D’autant plus qu’une fois les résultats des principaux fournisseurs de cloud computing publiés, les marchés financiers ont repris du poil de la bête. Le fait qu’Amazon et Microsoft aient publié des profits records, visiblement liés à la hausse de la demande d’OpenAI et Anthropic pour la puissance de calcul fournie par leurs data centers, a été interprété comme un signal positif : il y a bien une demande pour l’IA !
Depuis, la faible croissance du chiffre d’affaires d’OpenAI (+18 %, à 6,7 milliards, à mettre en parallèle des investissements colossaux) a provoqué de nouvelles inquiétudes. D’autant plus que les dépenses en frais de fonctionnement et investissement ont de nouveau explosé (les pertes nettes passant de 9 et à 12 milliards). Un mauvais signe pour OpenAI, qui voit les perspectives de rentabilité s’éloigner au moment où l’introduction en bourse se rapproche. À l’inverse, NVDIA, le principal fournisseur des puces électroniques utilisées dans les data centers dédiés à l’IA générative, vient de publier des profits records, essentiellement dus à seulement cinq clients et résultant de l’économie circulaire mise en place par la multinationale.
Toute la question posée par l’excellent papier de Martine Orange, pour Médiapart, est donc de savoir jusqu’à quand cette bulle peut gonfler :
“La surenchère d’investissements dans les data centers, la production d’énergie et autres ne peut qu’aboutir à la création de surcapacités massives et à des dépenses inamortissables”.
Le bon sens voudrait qu’elle ait déjà explosé. Mais la confiance de Wall Street, ou plus exactement la peur de manquer des opportunités d’engranger des profits, pourrait avoir des effets de prophétie autoréalisatrice : puisque tout le monde est convaincu que l’IA va s’imposer, elle va finir par s’imposer. Défiant toutes les lois économiques, y compris la (légendaire) rationalité des marchés financiers…
2) L’IA échappe à ses créateurs et pirate des sites web de son propre fait !
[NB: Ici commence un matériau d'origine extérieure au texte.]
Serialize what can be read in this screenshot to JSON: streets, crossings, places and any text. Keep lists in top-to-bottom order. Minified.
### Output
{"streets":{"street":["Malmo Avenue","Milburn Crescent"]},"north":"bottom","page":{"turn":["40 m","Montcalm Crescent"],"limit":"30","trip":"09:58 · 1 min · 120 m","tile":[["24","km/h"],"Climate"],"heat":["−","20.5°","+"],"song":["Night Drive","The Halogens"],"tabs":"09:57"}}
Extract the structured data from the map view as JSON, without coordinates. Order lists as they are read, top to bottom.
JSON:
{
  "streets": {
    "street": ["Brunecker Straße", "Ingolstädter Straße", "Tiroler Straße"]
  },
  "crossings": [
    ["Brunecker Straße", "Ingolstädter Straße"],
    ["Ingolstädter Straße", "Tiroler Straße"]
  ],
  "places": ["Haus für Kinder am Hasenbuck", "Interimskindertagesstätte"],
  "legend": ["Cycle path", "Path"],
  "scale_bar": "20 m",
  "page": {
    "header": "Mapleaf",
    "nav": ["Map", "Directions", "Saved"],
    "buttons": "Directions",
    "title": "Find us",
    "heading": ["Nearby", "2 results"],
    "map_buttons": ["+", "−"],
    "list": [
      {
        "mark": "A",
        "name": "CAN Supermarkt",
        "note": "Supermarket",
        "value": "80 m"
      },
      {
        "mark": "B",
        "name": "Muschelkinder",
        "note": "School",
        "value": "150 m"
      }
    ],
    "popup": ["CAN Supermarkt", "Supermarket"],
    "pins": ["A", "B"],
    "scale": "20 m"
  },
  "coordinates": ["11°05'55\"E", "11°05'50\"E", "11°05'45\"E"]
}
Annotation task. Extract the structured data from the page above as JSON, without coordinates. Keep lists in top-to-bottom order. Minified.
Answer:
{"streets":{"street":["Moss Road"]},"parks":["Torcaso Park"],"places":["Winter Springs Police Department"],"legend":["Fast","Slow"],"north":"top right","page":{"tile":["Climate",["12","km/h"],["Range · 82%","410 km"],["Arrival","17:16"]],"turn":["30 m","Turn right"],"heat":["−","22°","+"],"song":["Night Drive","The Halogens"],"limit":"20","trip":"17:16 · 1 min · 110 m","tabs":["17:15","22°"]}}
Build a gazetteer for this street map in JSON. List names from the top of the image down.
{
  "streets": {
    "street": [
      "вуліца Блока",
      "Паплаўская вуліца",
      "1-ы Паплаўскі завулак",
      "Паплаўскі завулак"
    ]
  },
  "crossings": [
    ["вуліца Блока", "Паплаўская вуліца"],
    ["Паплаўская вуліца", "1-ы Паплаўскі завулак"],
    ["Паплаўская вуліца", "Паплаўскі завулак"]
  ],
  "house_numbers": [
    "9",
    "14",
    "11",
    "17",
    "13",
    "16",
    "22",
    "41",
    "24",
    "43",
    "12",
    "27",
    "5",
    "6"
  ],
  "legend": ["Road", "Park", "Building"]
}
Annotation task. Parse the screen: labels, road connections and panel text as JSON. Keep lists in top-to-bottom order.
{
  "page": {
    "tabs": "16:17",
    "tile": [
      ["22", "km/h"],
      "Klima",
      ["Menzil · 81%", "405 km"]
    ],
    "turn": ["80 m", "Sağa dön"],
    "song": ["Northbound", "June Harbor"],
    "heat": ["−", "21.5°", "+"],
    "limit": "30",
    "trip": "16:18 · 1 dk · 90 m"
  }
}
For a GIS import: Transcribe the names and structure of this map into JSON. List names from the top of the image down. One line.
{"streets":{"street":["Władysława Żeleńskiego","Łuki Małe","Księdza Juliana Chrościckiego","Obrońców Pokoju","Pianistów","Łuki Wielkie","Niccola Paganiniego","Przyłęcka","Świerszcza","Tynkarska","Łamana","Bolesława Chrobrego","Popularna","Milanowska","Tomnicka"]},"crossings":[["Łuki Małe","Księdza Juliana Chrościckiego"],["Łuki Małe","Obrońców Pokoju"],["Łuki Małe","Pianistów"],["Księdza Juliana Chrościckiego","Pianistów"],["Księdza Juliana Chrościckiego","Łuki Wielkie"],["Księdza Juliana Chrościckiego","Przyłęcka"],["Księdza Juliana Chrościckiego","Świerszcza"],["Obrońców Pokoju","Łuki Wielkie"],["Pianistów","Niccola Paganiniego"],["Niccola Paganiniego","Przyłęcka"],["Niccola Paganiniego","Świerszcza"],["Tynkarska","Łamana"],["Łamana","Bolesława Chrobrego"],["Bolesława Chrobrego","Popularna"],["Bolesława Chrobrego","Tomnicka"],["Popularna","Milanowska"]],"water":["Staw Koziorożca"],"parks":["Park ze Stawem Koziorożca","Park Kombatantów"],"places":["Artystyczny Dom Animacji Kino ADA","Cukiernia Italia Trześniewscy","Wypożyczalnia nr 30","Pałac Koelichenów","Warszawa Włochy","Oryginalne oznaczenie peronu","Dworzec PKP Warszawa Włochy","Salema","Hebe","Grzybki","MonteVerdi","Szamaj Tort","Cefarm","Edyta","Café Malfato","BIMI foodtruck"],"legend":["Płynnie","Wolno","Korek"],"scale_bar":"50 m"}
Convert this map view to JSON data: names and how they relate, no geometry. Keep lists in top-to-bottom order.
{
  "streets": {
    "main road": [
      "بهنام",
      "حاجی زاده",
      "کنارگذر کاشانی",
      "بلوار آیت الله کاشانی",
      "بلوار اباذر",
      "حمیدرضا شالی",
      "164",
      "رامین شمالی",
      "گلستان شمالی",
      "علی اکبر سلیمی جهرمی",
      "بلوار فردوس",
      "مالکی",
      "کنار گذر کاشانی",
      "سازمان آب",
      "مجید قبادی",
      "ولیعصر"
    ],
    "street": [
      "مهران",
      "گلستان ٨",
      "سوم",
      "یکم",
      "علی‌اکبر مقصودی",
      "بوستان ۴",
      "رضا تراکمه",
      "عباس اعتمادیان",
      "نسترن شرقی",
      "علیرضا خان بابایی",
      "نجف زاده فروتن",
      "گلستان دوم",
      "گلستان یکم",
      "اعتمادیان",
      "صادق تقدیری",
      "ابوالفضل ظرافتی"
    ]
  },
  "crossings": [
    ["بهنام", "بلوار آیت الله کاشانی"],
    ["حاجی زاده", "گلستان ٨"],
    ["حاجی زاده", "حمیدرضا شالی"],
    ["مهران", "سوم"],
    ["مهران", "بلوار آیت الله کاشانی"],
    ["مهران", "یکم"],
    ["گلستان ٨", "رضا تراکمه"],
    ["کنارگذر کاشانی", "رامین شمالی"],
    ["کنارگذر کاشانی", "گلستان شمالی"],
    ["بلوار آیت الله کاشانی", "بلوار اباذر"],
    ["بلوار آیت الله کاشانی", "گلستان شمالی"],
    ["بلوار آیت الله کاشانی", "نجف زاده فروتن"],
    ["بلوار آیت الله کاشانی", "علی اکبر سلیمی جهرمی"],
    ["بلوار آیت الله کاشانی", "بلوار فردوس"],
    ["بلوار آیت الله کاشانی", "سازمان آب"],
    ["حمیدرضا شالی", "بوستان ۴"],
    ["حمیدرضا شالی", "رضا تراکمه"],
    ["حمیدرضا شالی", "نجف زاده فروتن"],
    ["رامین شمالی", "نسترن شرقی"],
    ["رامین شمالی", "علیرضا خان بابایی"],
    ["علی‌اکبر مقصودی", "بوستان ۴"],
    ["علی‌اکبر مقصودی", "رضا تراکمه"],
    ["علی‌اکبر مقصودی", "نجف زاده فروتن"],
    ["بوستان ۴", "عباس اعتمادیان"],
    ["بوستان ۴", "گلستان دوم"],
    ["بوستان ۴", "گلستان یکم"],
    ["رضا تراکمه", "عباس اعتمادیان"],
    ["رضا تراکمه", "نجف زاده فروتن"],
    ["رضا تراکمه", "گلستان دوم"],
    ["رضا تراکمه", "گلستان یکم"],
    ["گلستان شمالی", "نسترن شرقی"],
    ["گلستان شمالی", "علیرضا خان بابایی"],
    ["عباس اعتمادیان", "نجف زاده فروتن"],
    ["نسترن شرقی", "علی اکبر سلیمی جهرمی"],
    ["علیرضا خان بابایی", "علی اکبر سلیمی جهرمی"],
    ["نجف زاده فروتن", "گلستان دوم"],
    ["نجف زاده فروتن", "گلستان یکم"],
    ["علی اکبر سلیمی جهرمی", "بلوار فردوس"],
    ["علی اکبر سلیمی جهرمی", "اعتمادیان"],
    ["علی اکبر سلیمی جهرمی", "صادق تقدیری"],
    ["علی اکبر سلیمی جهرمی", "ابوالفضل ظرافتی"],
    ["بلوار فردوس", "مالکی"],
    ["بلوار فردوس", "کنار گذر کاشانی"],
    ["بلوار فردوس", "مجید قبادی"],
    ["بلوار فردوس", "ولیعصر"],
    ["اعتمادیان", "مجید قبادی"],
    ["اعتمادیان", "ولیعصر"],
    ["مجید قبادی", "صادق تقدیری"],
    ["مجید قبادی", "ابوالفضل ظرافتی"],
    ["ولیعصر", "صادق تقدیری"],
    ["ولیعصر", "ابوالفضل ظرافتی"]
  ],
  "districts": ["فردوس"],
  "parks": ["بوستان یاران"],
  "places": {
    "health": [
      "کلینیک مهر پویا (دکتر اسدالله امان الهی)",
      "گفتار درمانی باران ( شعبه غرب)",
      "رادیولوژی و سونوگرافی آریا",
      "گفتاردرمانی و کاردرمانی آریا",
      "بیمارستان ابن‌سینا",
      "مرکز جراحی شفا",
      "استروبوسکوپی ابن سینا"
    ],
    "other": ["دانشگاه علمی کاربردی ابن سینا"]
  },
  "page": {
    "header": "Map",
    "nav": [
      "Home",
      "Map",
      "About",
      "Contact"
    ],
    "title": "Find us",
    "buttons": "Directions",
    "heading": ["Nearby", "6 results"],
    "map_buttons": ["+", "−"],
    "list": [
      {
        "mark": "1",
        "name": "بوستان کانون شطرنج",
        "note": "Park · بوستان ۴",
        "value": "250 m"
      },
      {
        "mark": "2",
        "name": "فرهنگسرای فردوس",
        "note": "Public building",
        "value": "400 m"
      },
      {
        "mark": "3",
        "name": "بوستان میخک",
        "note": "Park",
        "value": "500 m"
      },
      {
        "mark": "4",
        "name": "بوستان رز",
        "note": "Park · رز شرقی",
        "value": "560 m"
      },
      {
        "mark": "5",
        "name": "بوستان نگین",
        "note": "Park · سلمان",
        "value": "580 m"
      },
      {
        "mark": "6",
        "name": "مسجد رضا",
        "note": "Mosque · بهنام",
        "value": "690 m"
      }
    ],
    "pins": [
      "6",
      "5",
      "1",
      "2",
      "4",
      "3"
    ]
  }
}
L’autre grand récit de l’été a débuté par un hack. Un modèle d’OpenAI a piraté la plateforme Hugging Faces de son propre fait, au cours d’un test de cybersécurité. Très vite, la communication d’OpenAI a tourné autour de la notion selon laquelle le programme, doté d’une puissance et intelligence inédite, aurait échappé à ses créateurs. Bien que potentiellement terrifiante (que se passera-t-il lorsque ces programmes iront pirater un hôpital, un aéroport ou une centrale nucléaire, interroge Mathilde Saliou), OpenAI s’est voulue rassurante : à l’avenir, la start-up fera plus attention. C’est promis. Pas la peine d’exiger plus de transparence ou de réguler le secteur, on peut leur faire confiance pour arrêter de jouer aux apprentis sorciers.
Ou pas.
Dans les jours qui ont suivi, d’autres acteurs majeurs ont reconnu à leur tour que leurs modèles en cours de développement avaient piraté des structures tierces sans en avoir reçu l’instruction. Citons Anthropic, Méta et le chinois Moonshot AI. Là aussi, la communication a essentiellement consisté à vanter les performances des IA tout en rassurant sur la capacité des développeurs à éviter qu’un tel accident ne se reproduise.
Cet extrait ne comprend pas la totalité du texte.